BEGIN EXERCISE DATA

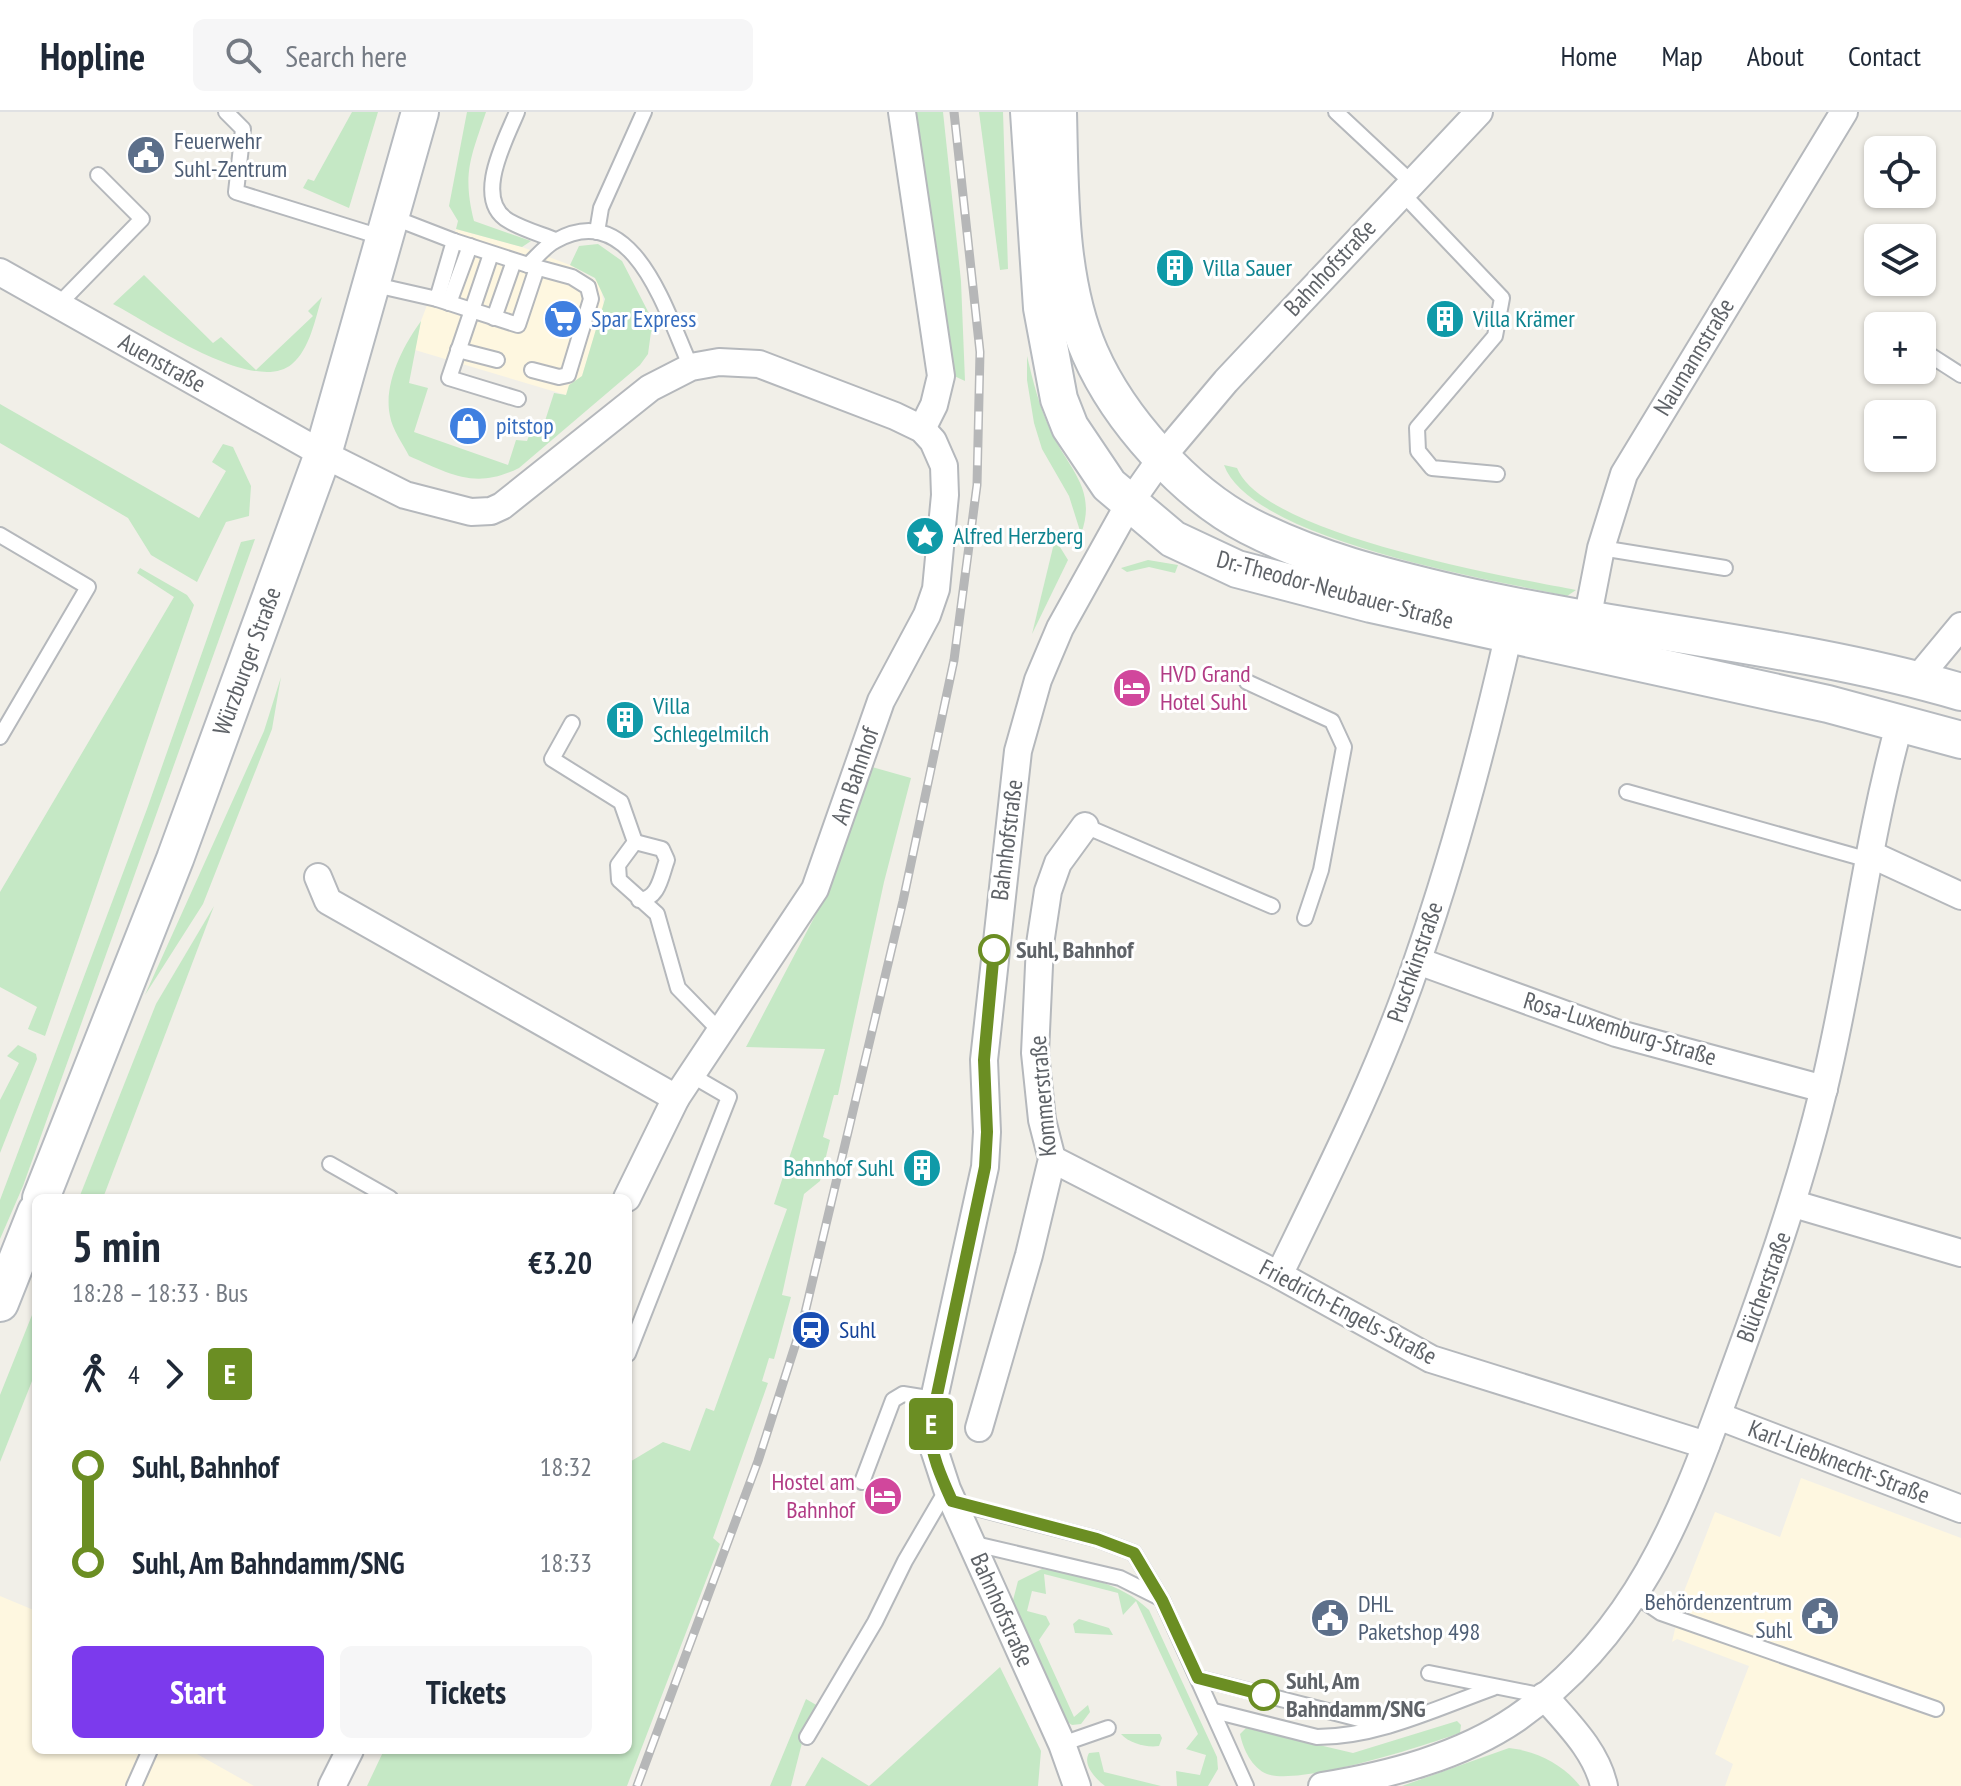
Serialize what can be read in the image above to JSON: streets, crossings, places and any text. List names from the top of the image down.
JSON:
{
  "streets": {
    "main road": ["Dr.-Theodor-Neubauer-Straße", "Würzburger Straße"],
    "street": [
      "Bahnhofstraße",
      "Naumannstraße",
      "Auenstraße",
      "Am Bahnhof",
      "Puschkinstraße",
      "Rosa-Luxemburg-Straße",
      "Kommerstraße",
      "Blücherstraße",
      "Friedrich-Engels-Straße",
      "Karl-Liebknecht-Straße"
    ]
  },
  "crossings": [
    ["Bahnhofstraße", "Dr.-Theodor-Neubauer-Straße"],
    ["Naumannstraße", "Dr.-Theodor-Neubauer-Straße"],
    ["Auenstraße", "Würzburger Straße"],
    ["Dr.-Theodor-Neubauer-Straße", "Puschkinstraße"],
    ["Dr.-Theodor-Neubauer-Straße", "Blücherstraße"],
    ["Puschkinstraße", "Rosa-Luxemburg-Straße"],
    ["Puschkinstraße", "Friedrich-Engels-Straße"],
    ["Rosa-Luxemburg-Straße", "Blücherstraße"],
    ["Kommerstraße", "Friedrich-Engels-Straße"],
    ["Blücherstraße", "Friedrich-Engels-Straße"],
    ["Blücherstraße", "Karl-Liebknecht-Straße"]
  ],
  "places": {
    "public building": ["Feuerwehr Suhl-Zentrum", "Behördenzentrum Suhl", "DHL Paketshop 498"],
    "building": [
      "Villa Sauer",
      "Villa Krämer",
      "Villa Schlegelmilch",
      "Bahnhof Suhl"
    ],
    "supermarket": ["Spar Express"],
    "shop": ["pitstop"],
    "place": ["Alfred Herzberg"],
    "hotel": ["HVD Grand Hotel Suhl", "Hostel am Bahnhof"],
    "other": ["Suhl, Bahnhof", "Suhl, Am Bahndamm/SNG"],
    "station": ["Suhl"]
  },
  "lines": ["bus line E"],
  "page": {
    "header": "Hopline",
    "search": "Search here",
    "nav": [
      "Home",
      "Map",
      "About",
      "Contact"
    ],
    "on_map": "E",
    "map_buttons": ["+", "−"],
    "heading": ["5 min", "18:28 – 18:33 · Bus", "€3.20"],
    "legs": ["4", "E"],
    "list": [
      {
        "name": "Suhl, Bahnhof",
        "value": "18:32"
      },
      {
        "name": "Suhl, Am Bahndamm/SNG",
        "value": "18:33"
      }
    ],
    "buttons": ["Start", "Tickets"]
  }
}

END EXERCISE DATA

→ **EXERCISE AIM**
Images are to be left out; everything else in the material must be written out exactly.

→ **SOLUTION TO THE PROBLEM**
Serialize what can be read in the image above to JSON: streets, crossings, places and any text. List names from the top of the image down.
JSON:
{
  "streets": {
    "main road": ["Dr.-Theodor-Neubauer-Straße", "Würzburger Straße"],
    "street": [
      "Bahnhofstraße",
      "Naumannstraße",
      "Auenstraße",
      "Am Bahnhof",
      "Puschkinstraße",
      "Rosa-Luxemburg-Straße",
      "Kommerstraße",
      "Blücherstraße",
      "Friedrich-Engels-Straße",
      "Karl-Liebknecht-Straße"
    ]
  },
  "crossings": [
    ["Bahnhofstraße", "Dr.-Theodor-Neubauer-Straße"],
    ["Naumannstraße", "Dr.-Theodor-Neubauer-Straße"],
    ["Auenstraße", "Würzburger Straße"],
    ["Dr.-Theodor-Neubauer-Straße", "Puschkinstraße"],
    ["Dr.-Theodor-Neubauer-Straße", "Blücherstraße"],
    ["Puschkinstraße", "Rosa-Luxemburg-Straße"],
    ["Puschkinstraße", "Friedrich-Engels-Straße"],
    ["Rosa-Luxemburg-Straße", "Blücherstraße"],
    ["Kommerstraße", "Friedrich-Engels-Straße"],
    ["Blücherstraße", "Friedrich-Engels-Straße"],
    ["Blücherstraße", "Karl-Liebknecht-Straße"]
  ],
  "places": {
    "public building": ["Feuerwehr Suhl-Zentrum", "Behördenzentrum Suhl", "DHL Paketshop 498"],
    "building": [
      "Villa Sauer",
      "Villa Krämer",
      "Villa Schlegelmilch",
      "Bahnhof Suhl"
    ],
    "supermarket": ["Spar Express"],
    "shop": ["pitstop"],
    "place": ["Alfred Herzberg"],
    "hotel": ["HVD Grand Hotel Suhl", "Hostel am Bahnhof"],
    "other": ["Suhl, Bahnhof", "Suhl, Am Bahndamm/SNG"],
    "station": ["Suhl"]
  },
  "lines": ["bus line E"],
  "page": {
    "header": "Hopline",
    "search": "Search here",
    "nav": [
      "Home",
      "Map",
      "About",
      "Contact"
    ],
    "on_map": "E",
    "map_buttons": ["+", "−"],
    "heading": ["5 min", "18:28 – 18:33 · Bus", "€3.20"],
    "legs": ["4", "E"],
    "list": [
      {
        "name": "Suhl, Bahnhof",
        "value": "18:32"
      },
      {
        "name": "Suhl, Am Bahndamm/SNG",
        "value": "18:33"
      }
    ],
    "buttons": ["Start", "Tickets"]
  }
}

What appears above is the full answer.